§ **TASK DESCRIPTION**:
What's needed is an exact retyping of the lines from the start of the listing up to and including the line with "position:relative; width:2419px; height:732px;", minus any pictures.
*** Opening PROVIDED INFORMATION ***
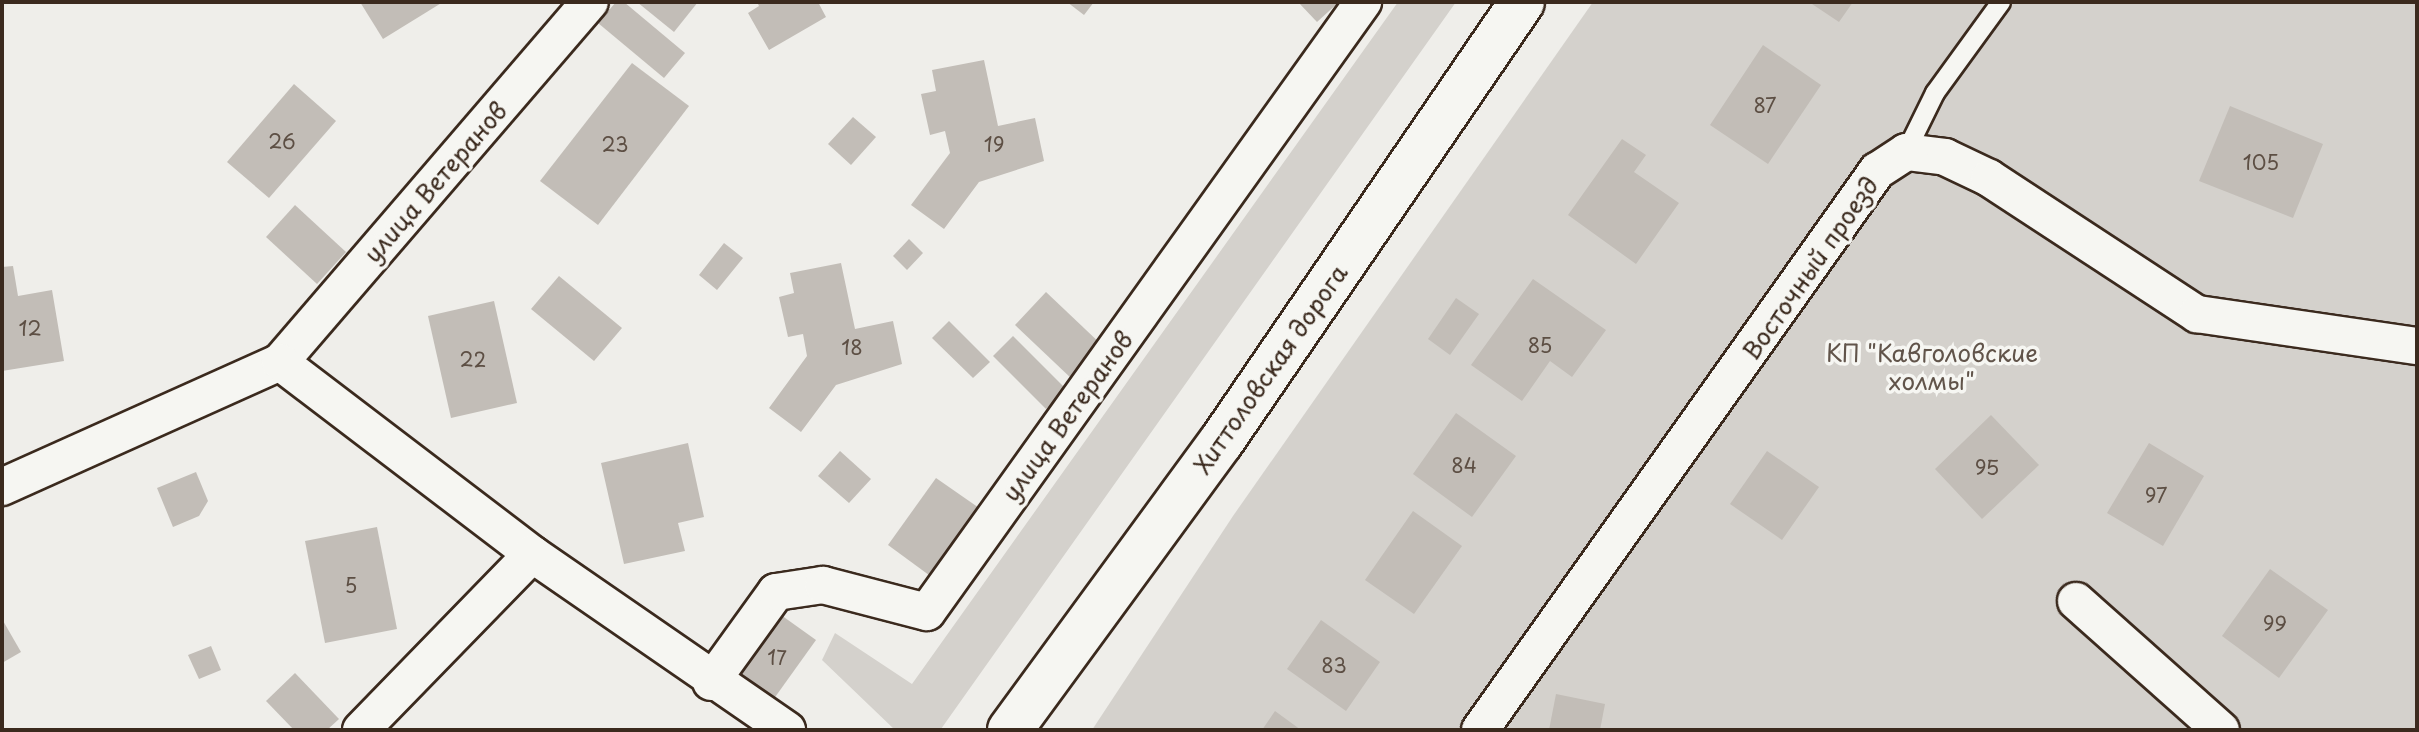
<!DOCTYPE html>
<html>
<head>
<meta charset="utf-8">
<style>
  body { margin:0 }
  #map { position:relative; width:2419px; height:732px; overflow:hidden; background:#efeeea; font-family:"Playpen Sans",sans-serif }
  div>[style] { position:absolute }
  .green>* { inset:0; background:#d4d1cc }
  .building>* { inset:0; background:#c2bdb7 }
  .roads { filter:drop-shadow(2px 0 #3b2a1e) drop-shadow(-2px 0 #3b2a1e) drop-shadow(0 2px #3b2a1e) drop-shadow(0 -2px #3b2a1e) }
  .service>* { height:18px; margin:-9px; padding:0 9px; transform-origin:9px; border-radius:9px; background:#f6f6f2 }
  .minor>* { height:36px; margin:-18px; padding:0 18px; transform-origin:18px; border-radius:18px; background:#f6f6f2 }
  .tertiary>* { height:44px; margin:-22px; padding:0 22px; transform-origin:22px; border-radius:22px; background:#f6f6f2 }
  span { translate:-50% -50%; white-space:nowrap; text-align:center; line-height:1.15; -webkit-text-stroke:7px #f6f6f2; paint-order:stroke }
  .number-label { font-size:20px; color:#5d4f44 }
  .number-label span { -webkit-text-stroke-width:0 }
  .street-label { font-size:24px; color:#3b2a1e }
  .park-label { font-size:24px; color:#61544a }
  .frame { position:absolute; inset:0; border:4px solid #3b2a1e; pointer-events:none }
</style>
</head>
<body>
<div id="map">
  <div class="green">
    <div style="clip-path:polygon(1398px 2px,1456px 2px,941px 729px,895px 730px,822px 660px,835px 633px,912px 684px)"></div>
    <div style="clip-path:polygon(1593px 2px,2417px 2px,2417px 730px,1092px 730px,1233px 516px)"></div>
  </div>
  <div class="building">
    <div style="clip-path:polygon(360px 2px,443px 2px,383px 39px)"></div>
    <div style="clip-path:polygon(616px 2px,624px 2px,685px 53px,664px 78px,598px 23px)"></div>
    <div style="clip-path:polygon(637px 2px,698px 2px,674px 32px)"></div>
    <div style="clip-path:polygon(757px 2px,818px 2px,826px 17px,769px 50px,748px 13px,759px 6px)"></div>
    <div style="clip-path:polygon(1067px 2px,1094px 2px,1084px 15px)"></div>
    <div style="clip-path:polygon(1298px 2px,1339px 2px,1317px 22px)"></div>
    <div style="clip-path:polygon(1809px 2px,1853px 2px,1839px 22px)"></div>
    <div style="clip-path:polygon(1763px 45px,1821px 85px,1768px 164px,1710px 125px)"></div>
    <div style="clip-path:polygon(984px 60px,998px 126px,1035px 118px,1044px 161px,979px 182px,944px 229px,911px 205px,950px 153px,945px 131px,930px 135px,921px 94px,936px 91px,932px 70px)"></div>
    <div style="clip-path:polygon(632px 63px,689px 106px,598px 225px,540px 181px)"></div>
    <div style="clip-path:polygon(294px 84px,336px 121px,269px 198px,227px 162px)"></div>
    <div style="clip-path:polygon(2230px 106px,2323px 144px,2293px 218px,2199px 181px)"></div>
    <div style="clip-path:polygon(853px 117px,876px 137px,851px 165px,828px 144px)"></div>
    <div style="clip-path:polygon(1622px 139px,1646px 155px,1634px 172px,1679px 203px,1636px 264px,1568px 215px)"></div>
    <div style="clip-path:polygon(295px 205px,346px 252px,317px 284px,266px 237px)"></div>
    <div style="clip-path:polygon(909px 239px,923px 253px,907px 270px,893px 256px)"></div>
    <div style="clip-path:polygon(724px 243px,743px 258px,717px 290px,699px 275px)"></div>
    <div style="clip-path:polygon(841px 263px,855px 329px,893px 321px,902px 364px,836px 385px,801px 432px,769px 408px,807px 356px,803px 334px,788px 337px,779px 297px,794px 293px,790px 273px)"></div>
    <div style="clip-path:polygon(13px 266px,18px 296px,52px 290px,64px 361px,2px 371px,2px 267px)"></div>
    <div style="clip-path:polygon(559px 276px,622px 328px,594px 361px,531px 309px)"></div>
    <div style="clip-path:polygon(1533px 279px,1606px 330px,1572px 377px,1550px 361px,1522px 401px,1471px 365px)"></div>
    <div style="clip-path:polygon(1046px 292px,1104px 347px,1073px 380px,1015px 325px)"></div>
    <div style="clip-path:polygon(1456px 298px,1479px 314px,1450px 355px,1428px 339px)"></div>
    <div style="clip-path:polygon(494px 301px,517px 403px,451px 418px,428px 316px)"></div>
    <div style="clip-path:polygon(949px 321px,990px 362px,973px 378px,932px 338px)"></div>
    <div style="clip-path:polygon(1013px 336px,1066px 389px,1046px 409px,993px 356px)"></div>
    <div style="clip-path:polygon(1456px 413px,1516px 456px,1472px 517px,1413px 474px)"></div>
    <div style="clip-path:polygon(1991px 415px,2039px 465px,1982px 519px,1935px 469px)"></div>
    <div style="clip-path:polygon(688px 443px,704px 517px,678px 523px,685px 551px,624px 564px,601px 463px)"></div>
    <div style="clip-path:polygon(2149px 443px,2204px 476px,2163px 546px,2107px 513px)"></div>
    <div style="clip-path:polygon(840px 451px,871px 479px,849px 503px,818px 476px)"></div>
    <div style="clip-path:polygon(1767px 451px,1819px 487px,1782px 540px,1730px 504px)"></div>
    <div style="clip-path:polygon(196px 472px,208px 501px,199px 516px,173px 527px,157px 488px)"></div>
    <div style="clip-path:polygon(936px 478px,982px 510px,933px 578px,888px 545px)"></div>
    <div style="clip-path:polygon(1413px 511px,1462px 546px,1414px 614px,1365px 580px)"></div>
    <div style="clip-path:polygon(377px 527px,397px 629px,325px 643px,305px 541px)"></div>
    <div style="clip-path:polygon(2270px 569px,2328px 610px,2279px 678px,2222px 636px)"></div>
    <div style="clip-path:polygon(781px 615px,816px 640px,773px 700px,738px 675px)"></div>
    <div style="clip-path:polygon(2px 619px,21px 652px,2px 663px)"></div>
    <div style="clip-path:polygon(1321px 620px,1380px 662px,1346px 711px,1287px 669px)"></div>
    <div style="clip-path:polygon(211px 646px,221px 670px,199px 679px,188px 655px)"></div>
    <div style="clip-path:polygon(295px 673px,339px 719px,327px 730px,294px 730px,266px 701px)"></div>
    <div style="clip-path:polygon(1556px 694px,1605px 704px,1600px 730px,1549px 730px)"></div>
    <div style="clip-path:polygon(1275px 711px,1301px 730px,1262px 730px)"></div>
  </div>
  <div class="roads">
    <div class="service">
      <div style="left:1906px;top:152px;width:66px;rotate:-63.8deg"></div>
      <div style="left:1935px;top:93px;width:112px;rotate:-54deg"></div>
    </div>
    <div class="minor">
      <div style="left:280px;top:362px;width:475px;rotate:-49.3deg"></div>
      <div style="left:2px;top:487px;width:305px;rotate:-24.2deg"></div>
      <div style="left:280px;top:362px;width:317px;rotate:37.3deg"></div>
      <div style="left:532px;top:554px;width:310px;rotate:34.6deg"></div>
      <div style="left:2076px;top:601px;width:194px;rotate:41.7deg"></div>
      <div style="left:711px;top:682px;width:111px;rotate:-54.2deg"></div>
      <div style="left:776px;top:592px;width:48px;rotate:-8.5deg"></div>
      <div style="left:823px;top:585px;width:107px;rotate:14.6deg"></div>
      <div style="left:927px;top:612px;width:750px;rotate:-54.44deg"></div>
      <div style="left:361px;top:730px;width:245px;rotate:-45.8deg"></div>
      <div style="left:1480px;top:730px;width:686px;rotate:-54.62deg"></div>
      <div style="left:1877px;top:171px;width:35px;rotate:-33deg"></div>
      <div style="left:1906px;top:152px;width:39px;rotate:7deg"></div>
      <div style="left:1945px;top:157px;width:49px;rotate:25.5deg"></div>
      <div style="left:1989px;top:178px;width:249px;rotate:33.2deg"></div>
      <div style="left:2197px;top:314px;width:222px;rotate:8.3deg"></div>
    </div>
    <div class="tertiary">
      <div style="left:1010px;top:730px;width:357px;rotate:-53.8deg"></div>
      <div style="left:1221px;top:442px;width:533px;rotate:-55.62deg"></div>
    </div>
  </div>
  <div class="number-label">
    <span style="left:1765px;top:105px">87</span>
    <span style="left:282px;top:141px">26</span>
    <span style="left:615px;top:144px">23</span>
    <span style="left:994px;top:144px">19</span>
    <span style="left:2261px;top:162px">105</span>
    <span style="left:30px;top:328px">12</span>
    <span style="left:1540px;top:345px">85</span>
    <span style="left:852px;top:347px">18</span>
    <span style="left:473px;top:359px">22</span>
    <span style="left:1464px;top:465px">84</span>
    <span style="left:1987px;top:467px">95</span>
    <span style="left:2156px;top:495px">97</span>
    <span style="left:351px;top:585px">5</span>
    <span style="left:2275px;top:623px">99</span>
    <span style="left:777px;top:657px">17</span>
    <span style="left:1334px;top:665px">83</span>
  </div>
  <div class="street-label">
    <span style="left:435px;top:182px;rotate:-49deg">улица Ветеранов</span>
    <span style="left:1810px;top:268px;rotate:-55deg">Восточный проезд</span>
    <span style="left:1270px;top:369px;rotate:-55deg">Хиттоловская дорога</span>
    <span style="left:1067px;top:416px;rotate:-54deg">улица Ветеранов</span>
  </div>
  <div class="park-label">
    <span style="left:1932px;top:367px">КП "Кавголовские<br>холмы"</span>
  </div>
  <div class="frame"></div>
</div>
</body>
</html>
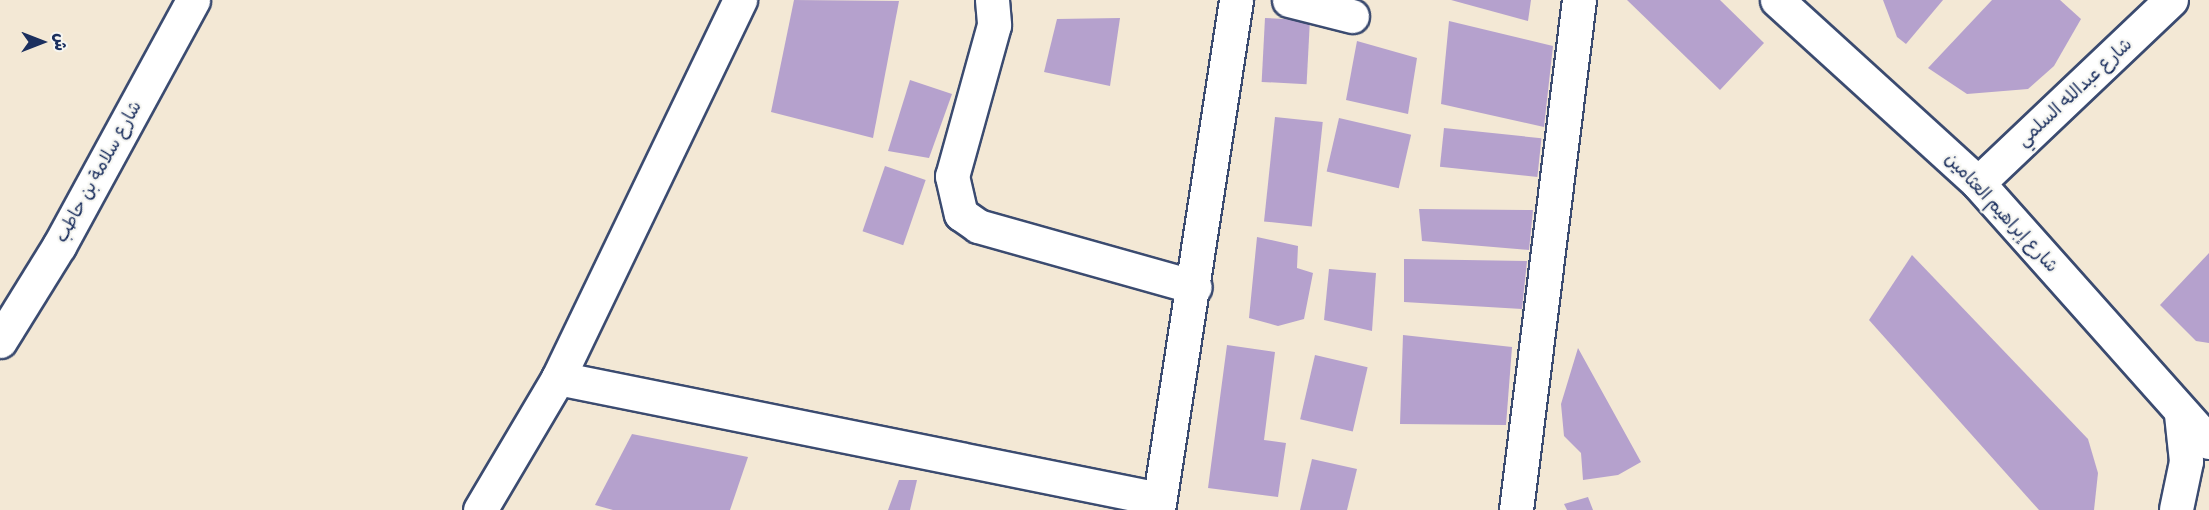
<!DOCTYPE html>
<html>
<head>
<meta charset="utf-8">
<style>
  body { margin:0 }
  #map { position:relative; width:2209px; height:510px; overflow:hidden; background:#f3e8d5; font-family:Pangolin,"Playpen Sans Arabic",sans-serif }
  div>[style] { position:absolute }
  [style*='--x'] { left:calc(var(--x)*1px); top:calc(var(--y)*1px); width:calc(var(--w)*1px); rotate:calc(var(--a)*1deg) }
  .building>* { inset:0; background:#b5a1cd; transform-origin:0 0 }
  .roads { filter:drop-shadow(2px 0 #3b4b70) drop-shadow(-2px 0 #3b4b70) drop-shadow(0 2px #3b4b70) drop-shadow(0 -2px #3b4b70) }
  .minor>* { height:33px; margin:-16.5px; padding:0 16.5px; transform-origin:16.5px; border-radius:16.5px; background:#fff }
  span { translate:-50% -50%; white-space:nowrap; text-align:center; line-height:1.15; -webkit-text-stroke:4.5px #f6f6f2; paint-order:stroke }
  .street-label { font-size:18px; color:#1b2f5e }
  .north { position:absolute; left:12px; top:12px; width:60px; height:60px; -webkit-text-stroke:4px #f6f6f2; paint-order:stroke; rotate:90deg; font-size:16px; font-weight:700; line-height:24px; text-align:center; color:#1b2f5e }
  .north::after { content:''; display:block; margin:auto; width:21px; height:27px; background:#1b2f5e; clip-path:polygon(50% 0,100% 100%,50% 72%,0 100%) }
</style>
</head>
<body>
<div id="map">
  <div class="building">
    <i style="clip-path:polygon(794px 0,899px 1px,873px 138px,771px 112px)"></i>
    <i style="clip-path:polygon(1451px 0,1531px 0,1528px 21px)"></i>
    <i style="clip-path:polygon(1627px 0,1720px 0,1764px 43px,1720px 90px)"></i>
    <i style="clip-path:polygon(1883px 0,1943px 0,1906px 44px,1897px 37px)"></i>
    <i style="clip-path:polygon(1992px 0,2060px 0,2081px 19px,2054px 66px,2028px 89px,1967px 94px,1928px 68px)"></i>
    <i style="clip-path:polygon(1120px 18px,1110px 86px,1044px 72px,1057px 19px)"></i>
    <i style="left:1265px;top:18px;width:45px;height:64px;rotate:3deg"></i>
    <i style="clip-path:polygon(1449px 21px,1553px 46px,1544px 127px,1441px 104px)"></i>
    <i style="clip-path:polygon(1357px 41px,1417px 58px,1408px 114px,1346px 100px)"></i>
    <i style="clip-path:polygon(910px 80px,952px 94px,929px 158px,888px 151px)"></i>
    <i style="left:1275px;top:117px;width:48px;height:105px;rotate:6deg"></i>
    <i style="left:1339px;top:118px;width:74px;height:55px;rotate:13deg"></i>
    <i style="left:1444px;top:128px;width:98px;height:39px;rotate:6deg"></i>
    <i style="left:885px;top:166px;width:43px;height:69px;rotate:19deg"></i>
    <i style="clip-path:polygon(1419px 209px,1533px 210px,1529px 250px,1422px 241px)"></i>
    <i style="clip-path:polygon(1257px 237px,1298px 246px,1297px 268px,1313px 273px,1304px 319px,1278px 326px,1249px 318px)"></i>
    <i style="clip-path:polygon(2209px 253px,2209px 343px,2196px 341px,2160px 305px)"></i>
    <i style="clip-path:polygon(1912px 255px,2088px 439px,2098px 473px,2094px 510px,2039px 510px,1869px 320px)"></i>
    <i style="clip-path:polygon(1404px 259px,1527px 261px,1522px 309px,1404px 302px)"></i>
    <i style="clip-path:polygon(1329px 269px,1376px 273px,1372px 331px,1324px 320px)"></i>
    <i style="clip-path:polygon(1403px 335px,1512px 347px,1506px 425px,1400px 424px)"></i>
    <i style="clip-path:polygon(1227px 345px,1275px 352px,1264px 440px,1286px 443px,1278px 497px,1208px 488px)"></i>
    <i style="clip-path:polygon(1578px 348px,1641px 462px,1618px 475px,1583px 480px,1581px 453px,1564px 436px,1561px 404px)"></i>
    <i style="left:1315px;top:355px;width:54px;height:66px;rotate:13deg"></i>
    <i style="clip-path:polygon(632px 434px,748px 457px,730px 510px,613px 510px,595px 505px)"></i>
    <i style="clip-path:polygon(1312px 459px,1357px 469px,1347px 510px,1300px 510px)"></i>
    <i style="clip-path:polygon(899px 480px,917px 480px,910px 510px,888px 510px)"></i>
    <i style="clip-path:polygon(1588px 497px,1593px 510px,1567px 510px,1564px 504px)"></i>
  </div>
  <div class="roads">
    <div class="minor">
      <i style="--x:992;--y:0;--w:25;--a:85"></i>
      <i style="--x:994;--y:25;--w:157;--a:105.5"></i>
      <i style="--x:952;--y:176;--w:39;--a:77"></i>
      <i style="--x:961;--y:214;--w:21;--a:35"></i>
      <i style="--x:978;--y:226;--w:225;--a:15.7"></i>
      <i style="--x:1289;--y:0;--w:65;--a:14.3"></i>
      <i style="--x:1777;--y:0;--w:272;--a:42.3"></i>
      <i style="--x:1978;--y:183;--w:347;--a:48.3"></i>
      <i style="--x:1978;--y:183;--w:266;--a:-43.5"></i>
      <i style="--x:0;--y:341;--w:112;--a:-58.2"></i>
      <i style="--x:59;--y:246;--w:280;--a:-61.4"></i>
      <i style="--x:558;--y:378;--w:613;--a:11.38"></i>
      <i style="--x:2176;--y:509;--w:49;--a:-78.2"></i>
      <i style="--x:2186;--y:461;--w:47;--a:-96.1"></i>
      <i style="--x:480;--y:510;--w:153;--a:-59.4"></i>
      <i style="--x:558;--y:378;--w:420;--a:-64.3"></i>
      <i style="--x:1158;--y:510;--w:516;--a:-81.3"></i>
      <i style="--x:1516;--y:510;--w:514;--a:-82.96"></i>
    </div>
  </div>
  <div class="street-label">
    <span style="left:2075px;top:93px;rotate:-43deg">شارع عبدالله السلمي</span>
    <span style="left:99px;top:172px;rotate:-61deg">شارع سلامة بن حاطب</span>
    <span style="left:2001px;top:213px;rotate:47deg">شارع إبراهيم العثامين</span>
  </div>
  <div class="north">ش</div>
</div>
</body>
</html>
*** Closing PROVIDED INFORMATION ***
§ **RESPONSE AREA**:
<!DOCTYPE html>
<html>
<head>
<meta charset="utf-8">
<style>
  body { margin:0 }
  #map { position:relative; width:2419px; height:732px; overflow:hidden; background:#efeeea; font-family:"Playpen Sans",sans-serif }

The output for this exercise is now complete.